***** Records shown *****

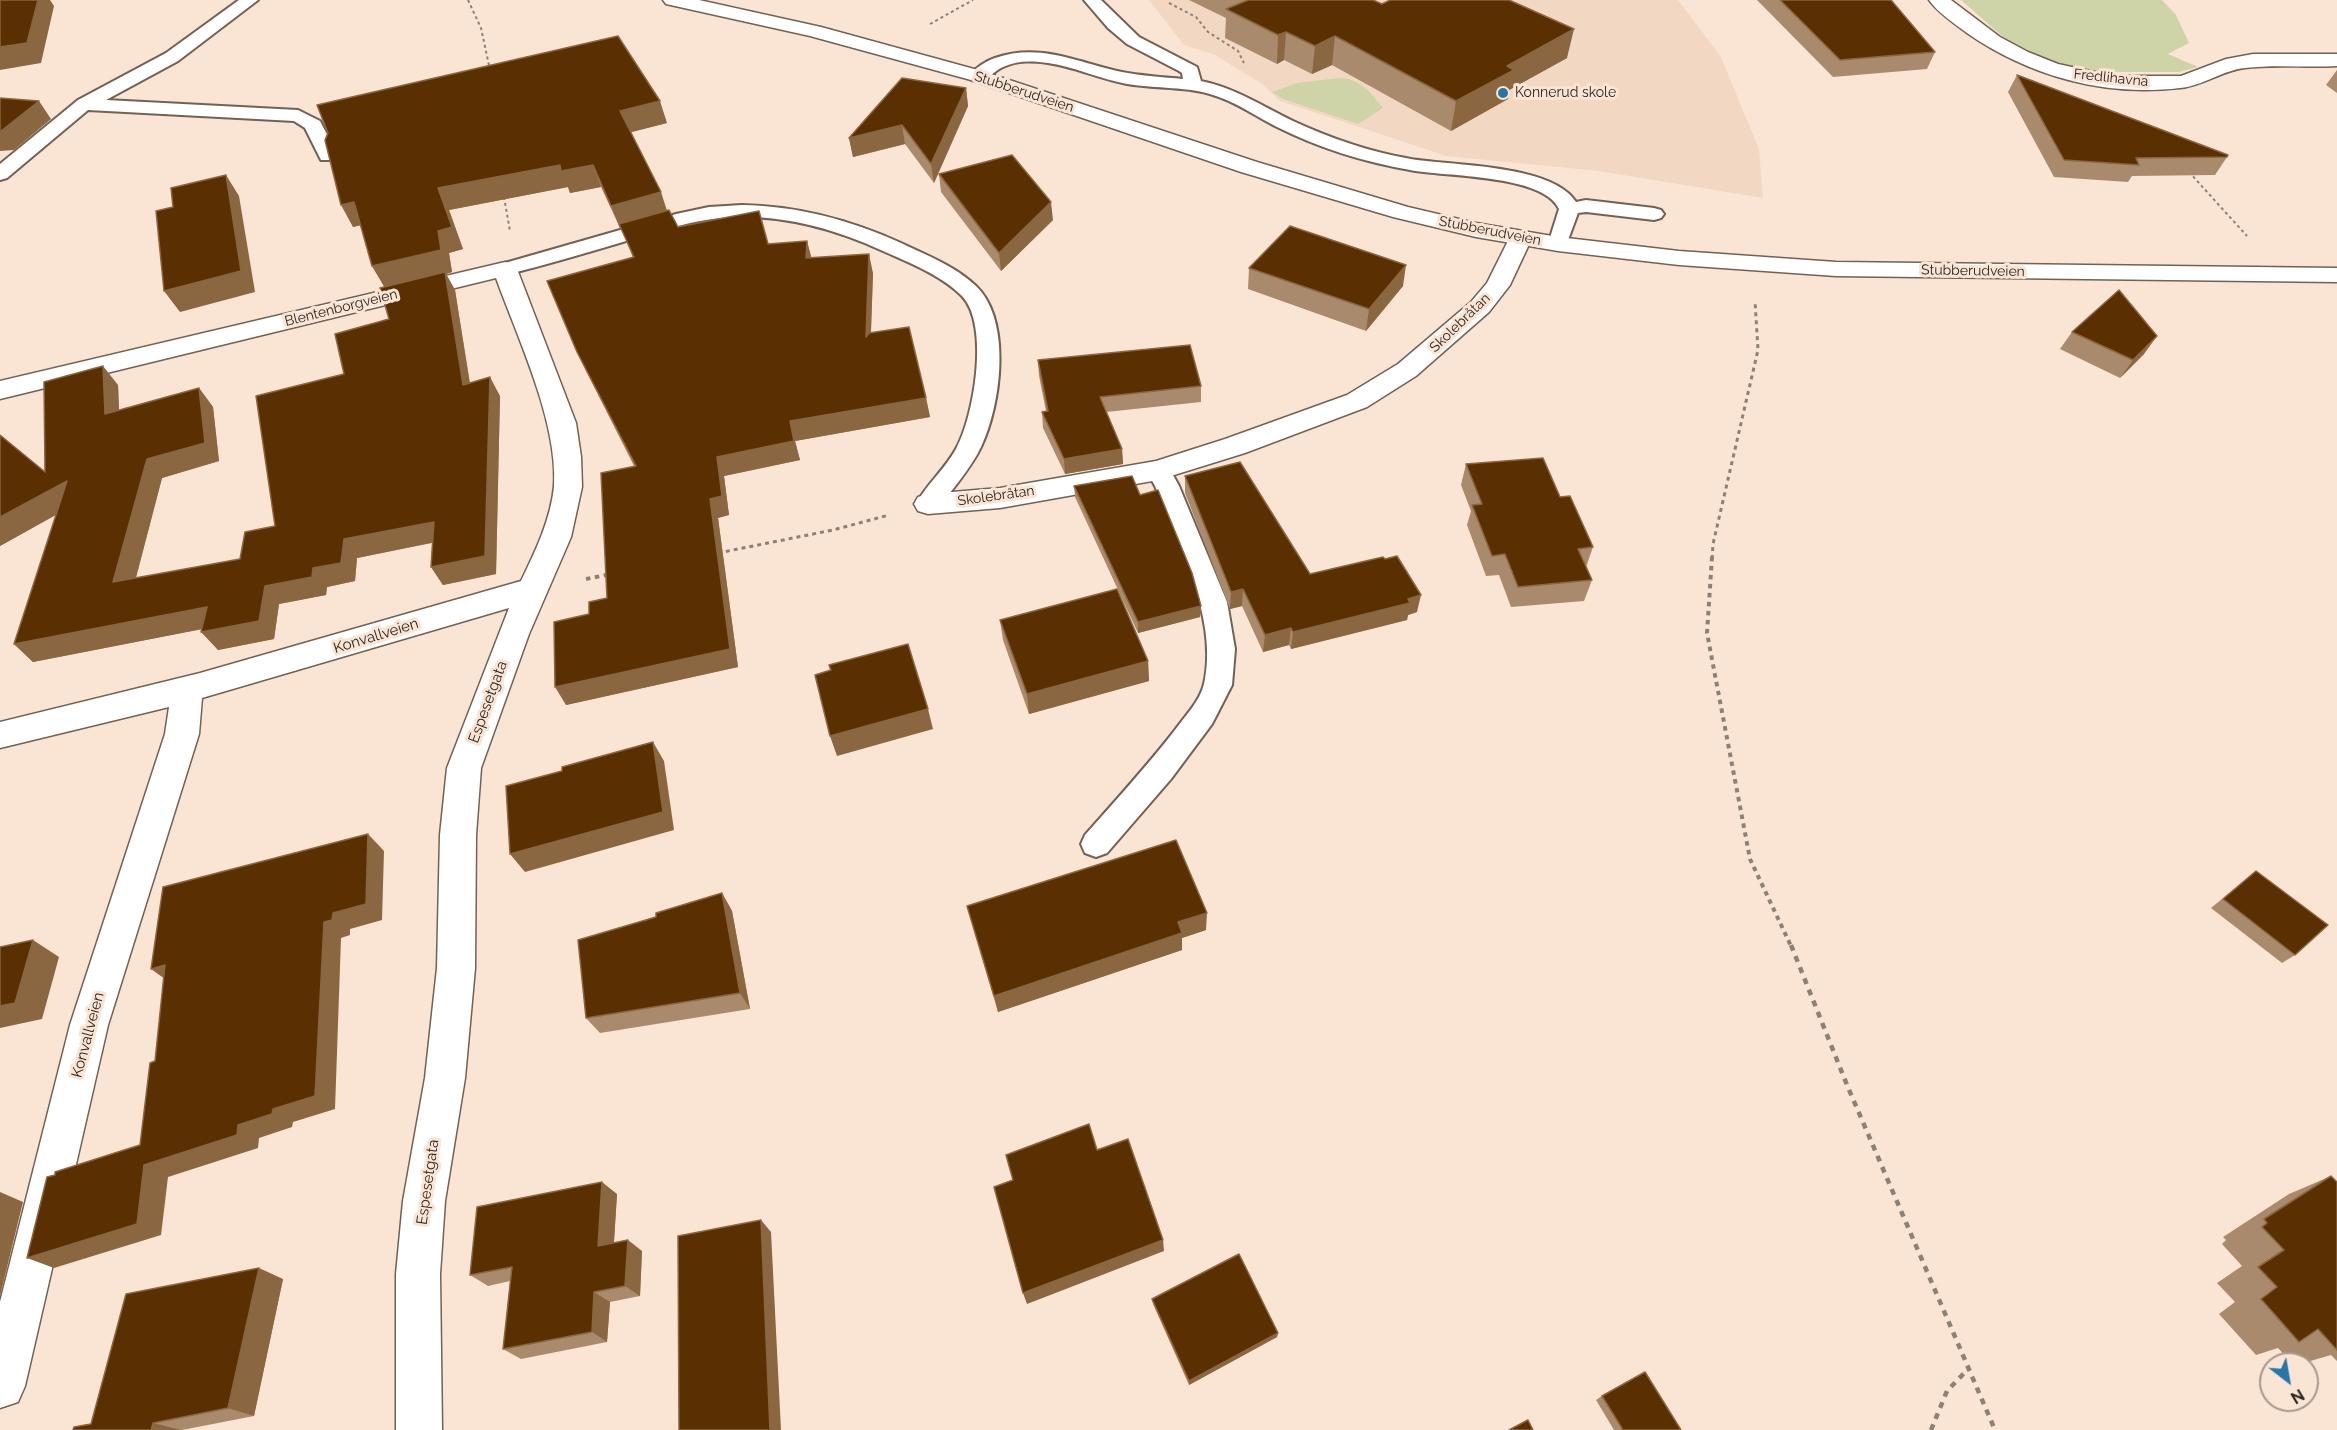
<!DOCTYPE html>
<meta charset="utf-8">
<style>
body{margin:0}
#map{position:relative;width:2337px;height:1430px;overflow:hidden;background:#fae5d5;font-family:Raleway,sans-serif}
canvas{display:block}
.north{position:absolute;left:2259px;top:1352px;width:60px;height:60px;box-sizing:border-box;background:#fae5d5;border:2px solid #a8988c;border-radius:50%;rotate:149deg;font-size:16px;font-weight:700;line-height:24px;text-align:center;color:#2c251f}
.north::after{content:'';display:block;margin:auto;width:21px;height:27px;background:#2676a7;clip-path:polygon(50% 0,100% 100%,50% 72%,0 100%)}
</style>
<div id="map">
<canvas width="2337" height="1430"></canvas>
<div class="north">N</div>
</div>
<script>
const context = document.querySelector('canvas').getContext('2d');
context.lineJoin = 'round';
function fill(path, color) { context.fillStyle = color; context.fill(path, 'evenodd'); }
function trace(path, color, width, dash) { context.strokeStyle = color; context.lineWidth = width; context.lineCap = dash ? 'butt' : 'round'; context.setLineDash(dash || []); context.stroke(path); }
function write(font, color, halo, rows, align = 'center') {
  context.font = font + ' Raleway,sans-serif'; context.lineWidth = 6; context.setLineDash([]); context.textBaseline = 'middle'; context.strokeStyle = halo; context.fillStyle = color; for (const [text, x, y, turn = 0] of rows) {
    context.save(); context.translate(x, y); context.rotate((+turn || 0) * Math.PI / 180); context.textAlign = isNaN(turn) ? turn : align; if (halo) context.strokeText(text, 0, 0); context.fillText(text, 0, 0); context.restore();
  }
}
fill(new Path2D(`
 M1149,0H1678L1721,57L1759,149L1763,198L1599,171L1446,156L1280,101L1262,84L1215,55L1184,45Z`), '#f2d7c2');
fill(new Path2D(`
 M1961,0H2162L2176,15L2189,43L2168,54L2198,67L2179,72H2097L2060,64L2010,43Z
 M1340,78C1359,78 1372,94 1383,108L1358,124L1283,99L1272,92L1297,83Z`), '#ced4a7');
const service = new Path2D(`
 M239,0H258L178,61L106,100L298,110L320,121L338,156L335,160H321L305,128L294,121L88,110L7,178L0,180V164L78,100L166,53Z
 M1084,0H1101L1139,37L1197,67L1201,81C1235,88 1262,106 1293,121C1330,138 1370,152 1411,159C1452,166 1552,164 1576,202L1586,200L1654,208L1661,210L1664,214L1661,218L1654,220L1586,212L1578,213L1565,248L1558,250L1551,248L1548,244L1559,209C1543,174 1445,177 1410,170C1364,162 1319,148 1277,127C1257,117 1238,103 1216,96C1188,86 1156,89 1127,84C1100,79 1075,67 1048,63C1033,61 1018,60 1003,67C992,72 986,83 972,80L969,76C975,68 986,61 995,58C1040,42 1079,63 1122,72C1142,76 1163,77 1183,79L1182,73L1179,71L1127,44L1108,28Z
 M742,205C799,206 850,220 901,243C926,255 955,266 976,286C1012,321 1001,405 981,447C970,470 952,489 937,510L928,513L919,510L916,504C927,484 945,469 956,449C974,417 990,325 962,296C941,275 910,263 883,251C831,227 778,213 720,218C691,221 664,230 636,238C593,251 549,264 505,275L498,273L494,269L498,265L676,214L709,207Z
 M1158,462L1167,464L1179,486L1227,602L1235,649L1232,685L1212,724L1171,779L1107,853L1096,857L1085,853L1081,844L1085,835C1116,800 1147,766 1175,730C1185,716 1200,701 1204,684C1219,619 1178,545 1155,486L1146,470L1149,464Z`);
const minor = new Path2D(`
 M1929,0H1951L2000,37L2028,52L2058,64L2113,76H2181L2226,59L2253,54H2337V66C2306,68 2276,64 2245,68C2223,70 2203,86 2180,88C2104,97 2029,76 1967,33C1955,24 1938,13 1929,0Z
 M1520,231L1528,233L1532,238L1510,285L1489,312L1416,376L1367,407L1245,453L1158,480L1000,508L928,514L918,511L914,504L918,497L928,494L1000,488L1156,461L1225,439L1347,395L1398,364L1471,302L1487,283L1512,233Z
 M505,262L514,264L517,269L576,423L581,457L582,487L571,537L529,634L481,768L476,835L475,968L465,1078L445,1201L440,1274L442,1430H396V1274L403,1201L425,1078L437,968L440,835L447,768L509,608L202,698L199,734L108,1025L25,1386L18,1402L0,1408V1302L70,1025L165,734L169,707L0,748V722L200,673L521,581C535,552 551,519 554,486C558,422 518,339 496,278L0,399V381Z`);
const secondary = new Path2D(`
 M663,0H699L821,27L985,72L1257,162L1408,207L1476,223L1558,237L1679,251L1836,262L2337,268V282L1836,276L1679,265L1558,251L1476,237L1393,217L1241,172L971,80L810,36L666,4Z`);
trace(service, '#736154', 4);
trace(minor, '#736154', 3);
trace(secondary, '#736154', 3);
trace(new Path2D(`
 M468,0L481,28L490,70
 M1169,3L1196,17L1208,32L1238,51L1244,63
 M930,24L973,0
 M2189,172L2247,236
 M504,197L510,231`), '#8d8075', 2, [3, 3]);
trace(new Path2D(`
 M718,553L833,530L889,515
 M1712,559L1713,544L1758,350L1755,301`), '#8d8075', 3, [4, 4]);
trace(new Path2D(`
 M1712,557L1707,633L1750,859L1791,946
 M586,579L611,574`), '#8d8075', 4, [4.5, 4.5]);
trace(new Path2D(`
 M1791,945L1847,1085L1995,1430
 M1931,1430L1947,1391L1969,1368`), '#8d8075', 4.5, [6, 6]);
fill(service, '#fff');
fill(minor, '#fff');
fill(secondary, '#fff');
fill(new Path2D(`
 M1189,0H1373L1382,4L1567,58L1509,90L1508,99L1451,131L1332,65L1312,74L1284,60L1277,64L1225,38L1226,18Z
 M1757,0H1891L1935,52L1927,69L1833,77Z
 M2337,70V93L2326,85Z
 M2017,75L2227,157L2215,175L2132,176L2128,182L2054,177L2008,92Z
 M966,88L968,106L934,183L905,144L853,157L849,138Z
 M667,123L631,132L667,211L678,227L768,244L807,241L811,257L873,273L871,333L926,398L930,417L795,441L800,460L724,476L729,515L718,518L738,667L566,705L589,614L607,598L634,466L586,371L547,281L633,258L621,227L620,228L601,187L570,193L568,187L449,210L463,249L449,253L452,272L446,274L455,290L470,383L500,396L496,574L443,585L431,567L432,543L357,558L355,581L327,587L326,595L279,604L274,639L218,650L202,629L33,662L14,644L56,515L0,546V435L45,472L118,385L119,410L199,388L213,407L219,461L162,478L136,578L240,559L275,526L344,374L389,319L384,286L372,266L361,225L353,227L325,140Z
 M939,174L1053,220L1001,271L941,192Z
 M1249,268L1403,286L1366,331L1248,289Z
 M2072,332L2144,354L2120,378L2060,349Z
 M1038,360L1201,386V402L1106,412L1122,449L1123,464L1065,474L1043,428L1042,412L1046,411L1039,376Z
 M1466,464L1560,497L1593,547L1586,567L1592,580L1584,601L1511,607L1499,575L1486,576L1467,525L1471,511L1461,485Z
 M1185,476L1310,574L1417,612L1408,615L1407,620L1291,649L1289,645L1263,652L1242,606L1230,609L1185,493Z
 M1074,486L1140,495L1201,606L1200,617L1138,633L1075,497Z
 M1000,620L1148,661L1149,681L1029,714L1003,640Z
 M2256,871L2295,955L2282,963L2211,908Z
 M722,893L732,911L750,1009L600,1033L586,1018L656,917Z
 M967,906L1206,930L1182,938V950L998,1012Z
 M2331,1176L2337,1182V1361L2331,1355L2300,1364H2293L2278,1348L2256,1355L2219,1314L2235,1302L2217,1283L2242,1266L2222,1244L2226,1240L2223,1237L2289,1194Z
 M617,1194L614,1242L642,1251L640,1296L610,1302L607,1342L521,1359L503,1349L510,1281L488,1286L470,1275Z
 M283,1279L254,1416L182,1430H73L91,1424Z
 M1152,1299L1278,1333L1277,1337L1189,1385L1153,1304Z
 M1602,1396L1681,1430H1614L1596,1400Z`), '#aa8a6c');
fill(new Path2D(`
 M38,0H50L54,6L41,63L0,70V47Z
 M1574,29L1567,58L1509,90L1508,99L1451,131L1456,101L1507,66Z
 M1286,32L1284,60L1277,64L1278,35Z
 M1335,36L1332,65L1312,74L1315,46Z
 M966,88L968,106L934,183L931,164Z
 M39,101L51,119L14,150L0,151V132Z
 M660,101L667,123L628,133L620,111Z
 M902,125L905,144L853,157L849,138Z
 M560,165H593L601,187L570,193L568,187L449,210L463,249L449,253L452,272L446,274L455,290L473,404L385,288L372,266L438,231V188Z
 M226,175L239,196L255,292L180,312L164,291Z
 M661,192L668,214L620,228L611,206Z
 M354,202L366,224L353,227L341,205Z
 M1051,202L1053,220L1001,271L999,253Z
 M807,241L812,260L806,258Z
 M869,254L873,273L870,356L866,337Z
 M1406,265L1403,286L1366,331L1369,309Z
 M2157,336L2144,354L2120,378L2133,360Z
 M103,366L118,385L120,433L105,414Z
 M490,377L500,396L496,574L443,585L431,567Z
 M199,388L213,407L219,461L162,478L130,600L113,582L147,459Z
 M926,398L930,417L795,441L800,460L724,476L729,515L718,518L738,667L566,705L555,687L710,499L717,457L790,421Z
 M1122,449L1123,464L1065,474L1064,459Z
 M67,481L84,499L0,546V517Z
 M434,522L445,540L357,558L355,581L327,587L326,595L279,604L274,639L218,650L201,632L265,586L313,568L344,539Z
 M1243,589L1242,606L1230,609L1231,592Z
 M1421,595L1417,612L1408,615L1407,620L1291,649L1293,632Z
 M1201,606L1200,617L1138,633V622Z
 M207,607L223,625L33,662L14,644Z
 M1291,628L1289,645L1263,652L1265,635Z
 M1148,661L1149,681L1029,714L1027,694Z
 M928,709L933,729L837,756L830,736Z
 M653,742L664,761L674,830L525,872L510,854Z
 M368,834L384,851L382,920L350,929V935L341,938L335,1109L293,1122L292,1127L259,1138L258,1148L168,1177L161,1235L54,1268L27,1258L144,1165L238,1125L273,1109L324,922L333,913Z
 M722,893L732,911L750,1009L740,993Z
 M1207,913L1206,930L1182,938V950L998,1012L994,996L1178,922Z
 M33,940L59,957L42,1019L0,1028V1006Z
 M165,965L172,984L151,969Z
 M602,1182L617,1194L613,1257L598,1246Z
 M0,1192L23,1202L0,1296Z
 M761,1220L771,1232L781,1430H770Z
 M628,1240L642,1251L640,1296L625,1286Z
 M1163,1240L1164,1251L1027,1304L1023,1293Z
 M259,1268L283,1279L254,1416L228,1408Z
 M594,1292L610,1302L607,1342L592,1332Z
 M1278,1333L1277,1337L1189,1385V1381Z
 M153,1423L181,1430H151Z`), '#8a6641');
const building = new Path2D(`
 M0,0H38L27,43L0,47Z
 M1248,0H1373L1382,4L1390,0H1509L1574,29L1507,66L1514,70L1456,101L1335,36L1315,46L1286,32L1278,35L1226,9Z
 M1780,0H1891L1935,52L1840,60Z
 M618,36L660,101L620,111L661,192L611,206L593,165L561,171L560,165L438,188L452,227L438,231L441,250L372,266L354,202L341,205L325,140L328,133L317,105Z
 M2017,75L2228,155L2227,157L2136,158L2139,165L2064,160Z
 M902,78L966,88L931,164L902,125L849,138Z
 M0,98L39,101L0,132Z
 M1012,155L1051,202L999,253L939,174Z
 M226,175L241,271L164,291L156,211L173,207L171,188Z
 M669,210L678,227L759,211L768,244L807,241L806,258L869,254L866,337L869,333L909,327L926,398L790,421L794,441L717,457L722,496L710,499L730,649L555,687L554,622L589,614V602L607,598L601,473L636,466L577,352L547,281L634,257L619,224Z
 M1290,226L1406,265L1369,309L1249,268Z
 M445,272L463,385L490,377L485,556L431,567L434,522L344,539L341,563L313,568L312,577L265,586L259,621L201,632L207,607L14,644L67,481L0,517V435L45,472L44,382L103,366L105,414L199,388L205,443L147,459L113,582L240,559L245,532L275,526L256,396L344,374L335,334L389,319L380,288Z
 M2119,290L2157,336L2133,360L2072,332Z
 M1190,345L1201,386L1100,397L1122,449L1064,459L1042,412L1048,411L1038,360Z
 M1543,458L1560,497L1570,496L1593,547L1578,549L1592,580L1518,587L1505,554L1492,556L1472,505L1482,504L1466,464Z
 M1240,462L1310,574L1383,557L1385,559L1397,556L1421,595L1408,599L1410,603L1293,632L1291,628L1265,635L1243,589L1231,592L1185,476Z
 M1132,476L1140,495L1158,490L1192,573L1201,606L1138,622L1074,486Z
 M1117,589L1148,661L1027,694L1000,620Z
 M908,644L928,709L830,736L815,675L831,670L829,665Z
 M653,742L663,812L510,854L506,786L562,771V767Z
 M368,834L366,904L333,913L332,920L324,922L315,1096L273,1109L272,1114L238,1125L237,1135L144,1165L137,1224L27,1258L47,1177L55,1175V1172L140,1145L150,1063L155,1061L165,965L151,969L163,887Z
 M1176,840L1207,913L1178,922L1182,933L994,996L967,906Z
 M2256,871L2328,925L2295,955L2223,899Z
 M722,893L740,993L586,1018L578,940L656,917V913Z
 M33,940L15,1003L0,1006V947Z
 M1089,1124L1097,1150L1128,1139L1163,1240L1023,1293L994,1187L1013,1180L1006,1155Z
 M2331,1176L2337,1182V1350L2318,1329L2299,1342L2261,1299L2277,1287L2258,1267L2284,1250L2262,1227L2267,1223L2264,1219Z
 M602,1182L598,1246L628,1240L625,1286L594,1292L592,1332L503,1349L512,1267L470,1275L477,1207Z
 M761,1220L770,1430H679L678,1236Z
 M1239,1254L1278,1333L1189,1381L1152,1299Z
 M259,1268L228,1408L153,1423L151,1430H73L74,1427L91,1424L126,1294Z
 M1645,1372L1681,1430H1623L1602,1396Z
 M1528,1420L1533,1430H1509Z`);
fill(building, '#5a3002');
trace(building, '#8a6641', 1.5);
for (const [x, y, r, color] of [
 [1503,93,6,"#2676a7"]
]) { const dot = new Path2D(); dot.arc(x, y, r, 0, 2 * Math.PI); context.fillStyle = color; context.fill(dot); trace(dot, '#fae5d5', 2); }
write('14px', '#2c251f', '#fae5d5', [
 ["Fredlihavna",2111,78,6],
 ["Stubberudveien",1024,92,18],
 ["Stubberudveien",1490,231,11],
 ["Stubberudveien",1973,271,1],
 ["Blentenborgveien",341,308,-14],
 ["Skolebråtan",1460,323,-44],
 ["Skolebråtan",996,496,-8]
]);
write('14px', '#2c251f', '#fae5d5', [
 ["Konnerud skole",1515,93]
], 'left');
write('15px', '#2c251f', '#fae5d5', [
 ["Konvallveien",376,636,-17],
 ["Espesetgata",488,702,-70],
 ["Konvallveien",88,1035,-75],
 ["Espesetgata",428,1182,-82]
]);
</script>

*****

Repeat each line of the listing word for word, from the first through the line that contains "context.font = font". Any picture stays out.

<!DOCTYPE html>
<meta charset="utf-8">
<style>
body{margin:0}
#map{position:relative;width:2337px;height:1430px;overflow:hidden;background:#fae5d5;font-family:Raleway,sans-serif}
canvas{display:block}
.north{position:absolute;left:2259px;top:1352px;width:60px;height:60px;box-sizing:border-box;background:#fae5d5;border:2px solid #a8988c;border-radius:50%;rotate:149deg;font-size:16px;font-weight:700;line-height:24px;text-align:center;color:#2c251f}
.north::after{content:'';display:block;margin:auto;width:21px;height:27px;background:#2676a7;clip-path:polygon(50% 0,100% 100%,50% 72%,0 100%)}
</style>
<div id="map">
<canvas width="2337" height="1430"></canvas>
<div class="north">N</div>
</div>
<script>
const context = document.querySelector('canvas').getContext('2d');
context.lineJoin = 'round';
function fill(path, color) { context.fillStyle = color; context.fill(path, 'evenodd'); }
function trace(path, color, width, dash) { context.strokeStyle = color; context.lineWidth = width; context.lineCap = dash ? 'butt' : 'round'; context.setLineDash(dash || []); context.stroke(path); }
function write(font, color, halo, rows, align = 'center') {
  context.font = font + ' Raleway,sans-serif'; context.lineWidth = 6; context.setLineDash([]); context.textBaseline = 'middle'; context.strokeStyle = halo; context.fillStyle = color; for (const [text, x, y, turn = 0] of rows) {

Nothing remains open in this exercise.